:: SUPPLIED INFORMATION
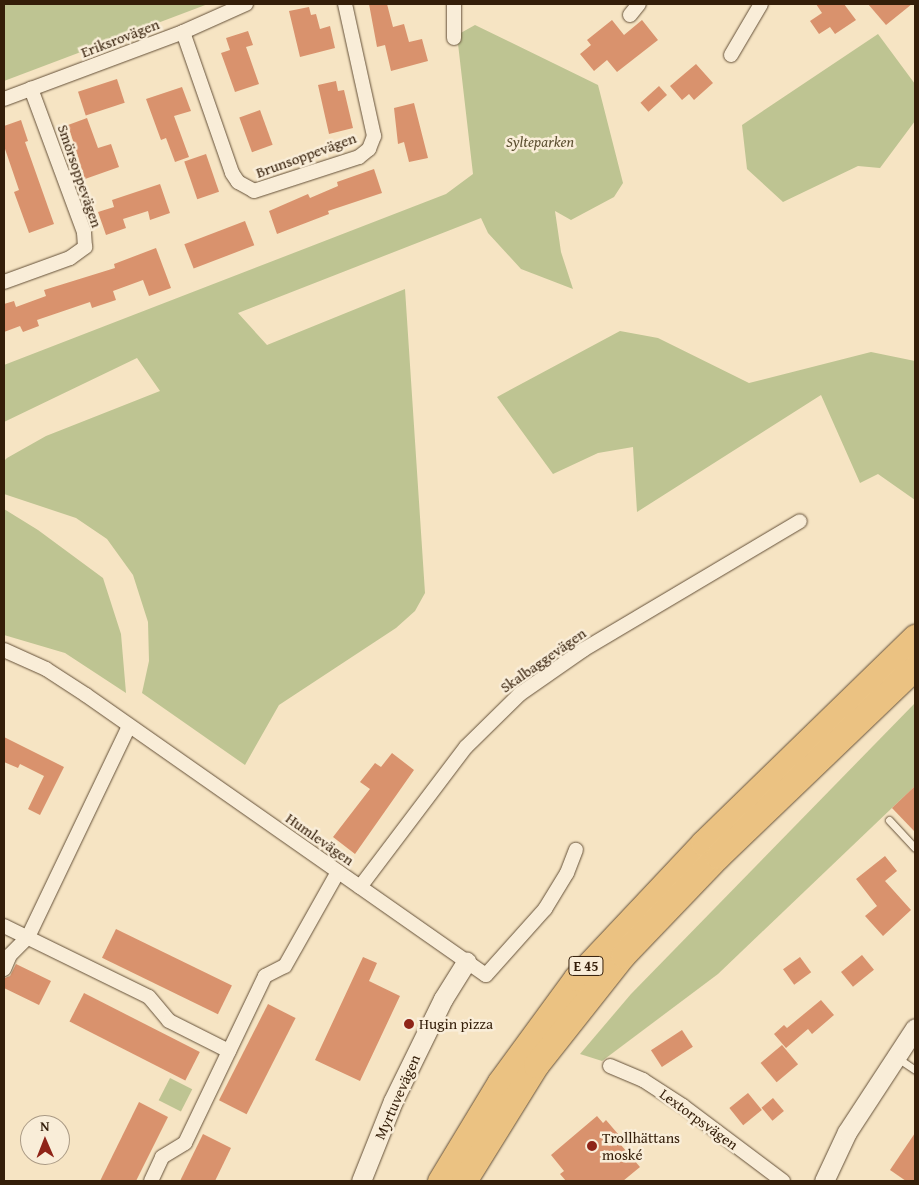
<!DOCTYPE html>
<html>
<head>
<meta charset="utf-8">
<style>
  body { margin:0 }
  #map { position:relative; width:919px; height:1185px; overflow:hidden; background:#f6e4c3; font-family:"Gentium Book Plus",serif }
  div>[style] { position:absolute }
  .green>* { inset:0; background:#bec492; transform-origin:0 0 }
  .building>* { inset:0; background:#d9926d; transform-origin:0 0 }
  .roads { filter:drop-shadow(0 0 1px #645038) drop-shadow(0 0 1px #645038) }
  .lane>* { height:7px; margin:-3.5px; padding:0 3.5px; transform-origin:3.5px; border-radius:3.5px; background:#f9edd8 }
  .street>* { height:14px; margin:-7px; padding:0 7px; transform-origin:7px; border-radius:7px; background:#f9edd8 }
  .secondary>* { height:19px; margin:-9.5px; padding:0 9.5px; transform-origin:9.5px; border-radius:9.5px; background:#f9edd8 }
  .highway>* { height:25px; margin:-12.5px; padding:0 12.5px; transform-origin:12.5px; border-radius:12.5px; background:#ebc282 }
  .dots>* { width:14px; height:14px; translate:-50% -50%; box-sizing:border-box; border:2px solid #f9edd8; border-radius:50% }
  span { translate:-50% -50%; white-space:nowrap; text-align:center; line-height:1.15; -webkit-text-stroke:5px #f9edd8; paint-order:stroke }
  .shield-label span { padding:1px 4px; background:#f9edd8; border:1px solid; border-radius:4px; -webkit-text-stroke-width:0 }
  .shield-label { font-size:14px; color:#341e09; font-weight:700 }
  .street-label { font-size:15px; color:#341e09 }
  .park-label { font-size:15px; color:#5d5032; font-style:italic }
  .poi-label { font-size:15px; color:#341e09 }
  .left { translate:0 -50%; text-align:left }
  .frame { position:absolute; inset:0; border:5px solid #341e09; pointer-events:none }
  .north { position:absolute; left:20px; top:1115px; width:50px; height:50px; box-sizing:border-box; background:#f9edd8; border:1px solid #aa9a85; border-radius:50%; rotate:359deg; font-size:14px; font-weight:700; line-height:20px; text-align:center; color:#341e09 }
  .north::after { content:''; display:block; margin:auto; width:18px; height:22px; background:#8f2418; clip-path:polygon(50% 0,100% 100%,50% 72%,0 100%) }
</style>
</head>
<body>
<div id="map">
  <div class="green">
    <i style="clip-path:polygon(4px 4px,208px 4px,4px 81px)"></i>
    <i style="clip-path:polygon(475px 25px,598px 85px,623px 183px,614px 197px,571px 220px,555px 211px,561px 252px,573px 289px,521px 269px,488px 233px,481px 218px,238px 313px,267px 345px,405px 289px,425px 593px,415px 611px,396px 628px,279px 705px,245px 765px,142px 693px,149px 661px,148px 622px,133px 575px,107px 539px,76px 518px,4px 494px,4px 461px,7px 458px,46px 436px,160px 391px,137px 358px,4px 422px,4px 365px,446px 194px,473px 174px,457px 35px)"></i>
    <i style="clip-path:polygon(878px 34px,915px 84px,915px 121px,880px 168px,858px 166px,783px 202px,747px 169px,742px 125px)"></i>
    <i style="clip-path:polygon(620px 331px,658px 338px,749px 383px,871px 352px,915px 361px,915px 500px,878px 474px,860px 483px,821px 395px,637px 512px,633px 447px,598px 453px,553px 474px,497px 397px)"></i>
    <i style="clip-path:polygon(4px 509px,38px 530px,103px 578px,121px 634px,126px 693px,65px 653px,4px 635px)"></i>
    <i style="clip-path:polygon(915px 703px,915px 786px,718px 974px,602px 1061px,580px 1054px,631px 994px)"></i>
    <i style="left:170px;top:1078px;width:25px;height:25px;rotate:27deg"></i>
  </div>
  <div class="building">
    <i style="clip-path:polygon(369px 4px,387px 4px,393px 27px,404px 24px,409px 42px,422px 39px,428px 61px,391px 71px,385px 45px,377px 47px)"></i>
    <i style="clip-path:polygon(816px 4px,844px 4px,856px 20px,835px 34px,830px 27px,819px 34px,810px 21px,822px 13px)"></i>
    <i style="clip-path:polygon(868px 4px,912px 4px,886px 25px)"></i>
    <i style="clip-path:polygon(309px 7px,311px 15px,316px 14px,320px 29px,330px 26px,335px 48px,300px 57px,289px 11px)"></i>
    <i style="clip-path:polygon(612px 20px,624px 35px,642px 20px,658px 40px,617px 72px,607px 60px,594px 71px,580px 54px,591px 45px,587px 40px)"></i>
    <i style="clip-path:polygon(248px 31px,253px 45px,246px 47px,259px 84px,235px 92px,221px 53px,230px 50px,226px 38px)"></i>
    <i style="clip-path:polygon(696px 64px,713px 83px,694px 100px,689px 94px,682px 100px,670px 86px)"></i>
    <i style="left:117px;top:79px;width:25px;height:41px;rotate:72deg"></i>
    <i style="clip-path:polygon(336px 81px,338px 91px,344px 90px,353px 128px,329px 134px,318px 85px)"></i>
    <i style="left:659px;top:86px;width:12px;height:25px;rotate:48deg"></i>
    <i style="clip-path:polygon(182px 87px,191px 111px,174px 116px,189px 157px,175px 162px,166px 138px,161px 140px,146px 99px)"></i>
    <i style="clip-path:polygon(414px 103px,428px 158px,409px 162px,404px 142px,398px 144px,394px 108px)"></i>
    <i style="left:260px;top:110px;width:37px;height:22px;rotate:70deg"></i>
    <i style="clip-path:polygon(87px 118px,98px 148px,111px 144px,119px 167px,85px 179px,68px 125px)"></i>
    <i style="clip-path:polygon(21px 120px,28px 141px,25px 142px,54px 224px,29px 233px,14px 192px,19px 190px,4px 146px,4px 126px)"></i>
    <i style="left:206px;top:154px;width:40px;height:23px;rotate:71deg"></i>
    <i style="clip-path:polygon(374px 169px,382px 193px,328px 211px,329px 214px,277px 234px,269px 211px,308px 194px,310px 198px,338px 186px,337px 182px)"></i>
    <i style="clip-path:polygon(160px 184px,170px 213px,150px 220px,148px 211px,123px 219px,126px 228px,106px 235px,98px 212px,114px 207px,112px 200px)"></i>
    <i style="left:245px;top:221px;width:26px;height:65px;rotate:69deg"></i>
    <i style="clip-path:polygon(156px 248px,171px 288px,149px 296px,143px 280px,113px 291px,116px 300px,92px 308px,90px 302px,37px 320px,39px 326px,23px 332px,20px 326px,4px 332px,4px 304px,14px 301px,16px 307px,46px 296px,44px 290px,115px 268px,114px 264px)"></i>
    <i style="clip-path:polygon(4px 737px,64px 767px,40px 815px,28px 809px,44px 776px,20px 764px,18px 768px,4px 762px)"></i>
    <i style="clip-path:polygon(392px 753px,414px 770px,355px 854px,333px 837px,370px 789px,360px 782px,375px 763px,381px 767px)"></i>
    <i style="clip-path:polygon(915px 786px,915px 832px,892px 808px)"></i>
    <i style="clip-path:polygon(885px 856px,897px 871px,885px 881px,911px 910px,883px 936px,865px 916px,877px 906px,856px 879px)"></i>
    <i style="left:116px;top:929px;width:129px;height:32px;rotate:26deg"></i>
    <i style="left:862px;top:955px;width:19px;height:27px;rotate:51deg"></i>
    <i style="clip-path:polygon(363px 957px,377px 963px,369px 981px,400px 996px,360px 1081px,315px 1060px)"></i>
    <i style="left:800px;top:957px;width:19px;height:21px;rotate:54deg"></i>
    <i style="clip-path:polygon(16px 964px,51px 981px,39px 1005px,4px 988px,5px 978px,10px 976px)"></i>
    <i style="left:84px;top:993px;width:130px;height:32px;rotate:27deg"></i>
    <i style="clip-path:polygon(821px 1000px,834px 1015px,812px 1034px,808px 1029px,786px 1048px,774px 1034px,784px 1025px,787px 1028px)"></i>
    <i style="left:268px;top:1004px;width:31px;height:108px;rotate:27deg"></i>
    <i style="left:682px;top:1030px;width:20px;height:37px;rotate:57deg"></i>
    <i style="left:782px;top:1045px;width:25px;height:28px;rotate:50deg"></i>
    <i style="left:748px;top:1093px;width:22px;height:24px;rotate:51deg"></i>
    <i style="left:773px;top:1098px;width:17px;height:15px;rotate:50deg"></i>
    <i style="clip-path:polygon(139px 1102px,168px 1117px,136px 1181px,100px 1181px)"></i>
    <i style="clip-path:polygon(597px 1116px,603px 1123px,606px 1120px,618px 1134px,614px 1137px,640px 1167px,623px 1181px,566px 1181px,560px 1174px,564px 1171px,551px 1155px)"></i>
    <i style="clip-path:polygon(915px 1133px,915px 1181px,906px 1181px,890px 1170px)"></i>
    <i style="clip-path:polygon(203px 1134px,231px 1148px,215px 1181px,180px 1181px)"></i>
  </div>
  <div class="roads">
    <div class="lane">
      <i style="left:889px;top:820px;width:38px;rotate:47deg"></i>
      <i style="left:896px;top:1057px;width:23px;rotate:34deg"></i>
    </div>
    <div class="street">
      <i style="left:454px;top:4px;width:34px;rotate:90deg"></i>
      <i style="left:630px;top:15px;width:14px;rotate:-51deg"></i>
      <i style="left:183px;top:32px;width:149px;rotate:70.8deg"></i>
      <i style="left:232px;top:173px;width:11px;rotate:56deg"></i>
      <i style="left:238px;top:182px;width:18px;rotate:29deg"></i>
      <i style="left:254px;top:191px;width:110px;rotate:-17.9deg"></i>
      <i style="left:359px;top:157px;width:13px;rotate:-39deg"></i>
      <i style="left:369px;top:149px;width:14px;rotate:-69deg"></i>
      <i style="left:374px;top:136px;width:135px;rotate:-102.4deg"></i>
      <i style="left:731px;top:55px;width:59px;rotate:-59.5deg"></i>
      <i style="left:4px;top:99px;width:191px;rotate:-20.5deg"></i>
      <i style="left:183px;top:32px;width:69px;rotate:-24deg"></i>
      <i style="left:4px;top:282px;width:70px;rotate:-20deg"></i>
      <i style="left:70px;top:258px;width:19px;rotate:-36deg"></i>
      <i style="left:85px;top:247px;width:15px;rotate:-94deg"></i>
      <i style="left:84px;top:232px;width:153px;rotate:-110.3deg"></i>
      <i style="left:4px;top:650px;width:46px;rotate:24.3deg"></i>
      <i style="left:46px;top:669px;width:48px;rotate:33deg"></i>
      <i style="left:86px;top:695px;width:488px;rotate:35deg"></i>
      <i style="left:486px;top:975px;width:89px;rotate:-48.2deg"></i>
      <i style="left:545px;top:909px;width:42px;rotate:-58.6deg"></i>
      <i style="left:567px;top:873px;width:25px;rotate:-69deg"></i>
      <i style="left:360px;top:887px;width:176px;rotate:-52.9deg"></i>
      <i style="left:466px;top:747px;width:76px;rotate:-44.5deg"></i>
      <i style="left:520px;top:694px;width:77px;rotate:-34.9deg"></i>
      <i style="left:583px;top:650px;width:252px;rotate:-30.7deg"></i>
      <i style="left:4px;top:926px;width:161px;rotate:26.1deg"></i>
      <i style="left:149px;top:997px;width:31px;rotate:50deg"></i>
      <i style="left:169px;top:1021px;width:67px;rotate:26.6deg"></i>
      <i style="left:4px;top:969px;width:15px;rotate:-67deg"></i>
      <i style="left:10px;top:955px;width:25px;rotate:-45deg"></i>
      <i style="left:28px;top:937px;width:234px;rotate:-64.4deg"></i>
      <i style="left:610px;top:1066px;width:36px;rotate:23deg"></i>
      <i style="left:643px;top:1080px;width:48px;rotate:33deg"></i>
      <i style="left:683px;top:1106px;width:125px;rotate:36.9deg"></i>
      <i style="left:151px;top:1181px;width:26px;rotate:-65deg"></i>
      <i style="left:162px;top:1157px;width:27px;rotate:-31deg"></i>
      <i style="left:185px;top:1143px;width:185px;rotate:-64.4deg"></i>
      <i style="left:265px;top:976px;width:22px;rotate:-27deg"></i>
      <i style="left:285px;top:966px;width:108px;rotate:-60.6deg"></i>
    </div>
    <div class="secondary">
      <i style="left:361px;top:1181px;width:86px;rotate:-68.2deg"></i>
      <i style="left:393px;top:1101px;width:114px;rotate:-63.9deg"></i>
      <i style="left:443px;top:999px;width:44px;rotate:-58.1deg"></i>
      <i style="left:824px;top:1181px;width:54px;rotate:-64.9deg"></i>
      <i style="left:847px;top:1132px;width:124px;rotate:-56.8deg"></i>
    </div>
    <div class="highway">
      <i style="left:440px;top:1181px;width:116px;rotate:-58.8deg"></i>
      <i style="left:500px;top:1082px;width:129px;rotate:-53.8deg"></i>
      <i style="left:576px;top:978px;width:185px;rotate:-46.7deg"></i>
      <i style="left:703px;top:843px;width:296px;rotate:-44.2deg"></i>
      <i style="left:464px;top:1181px;width:137px;rotate:-58.2deg"></i>
      <i style="left:536px;top:1065px;width:140px;rotate:-51.7deg"></i>
      <i style="left:623px;top:955px;width:137px;rotate:-46.2deg"></i>
      <i style="left:718px;top:856px;width:273px;rotate:-43.8deg"></i>
    </div>
  </div>
  <div class="dots">
    <i style="left:409px;top:1024px;background:#8f2418"></i>
    <i style="left:592px;top:1146px;background:#8f2418"></i>
  </div>
  <div class="shield-label">
    <span style="left:586px;top:966px">E 45</span>
  </div>
  <div class="street-label">
    <span style="left:120px;top:38px;rotate:-21deg">Eriksrovägen</span>
    <span style="left:306px;top:155px;rotate:-20deg">Brunsoppevägen</span>
    <span style="left:80px;top:176px;rotate:71deg">Smörsoppevägen</span>
    <span style="left:543px;top:660px;rotate:-35deg">Skalbaggevägen</span>
    <span style="left:320px;top:839px;rotate:35deg">Humlevägen</span>
    <span style="left:397px;top:1097px;rotate:-66deg">Myrtuvevägen</span>
    <span style="left:699px;top:1119px;rotate:36deg">Lextorpsvägen</span>
  </div>
  <div class="park-label">
    <span style="left:540px;top:142px">Sylteparken</span>
  </div>
  <div class="poi-label">
    <span class="left" style="left:419px;top:1024px">Hugin pizza</span>
    <span class="left" style="left:602px;top:1146px">Trollhättans<br>moské</span>
  </div>
  <div class="frame"></div>
  <div class="north">N</div>
</div>
</body>
</html>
::::
→ **THE PROBLEM**: Whenever a line in the entries above includes the word "street", pull that line out.

→ **RESULT FOR THIS TASK**:
  .street>* { height:14px; margin:-7px; padding:0 7px; transform-origin:7px; border-radius:7px; background:#f9edd8 }
  .street-label { font-size:15px; color:#341e09 }
    <div class="street">
  <div class="street-label">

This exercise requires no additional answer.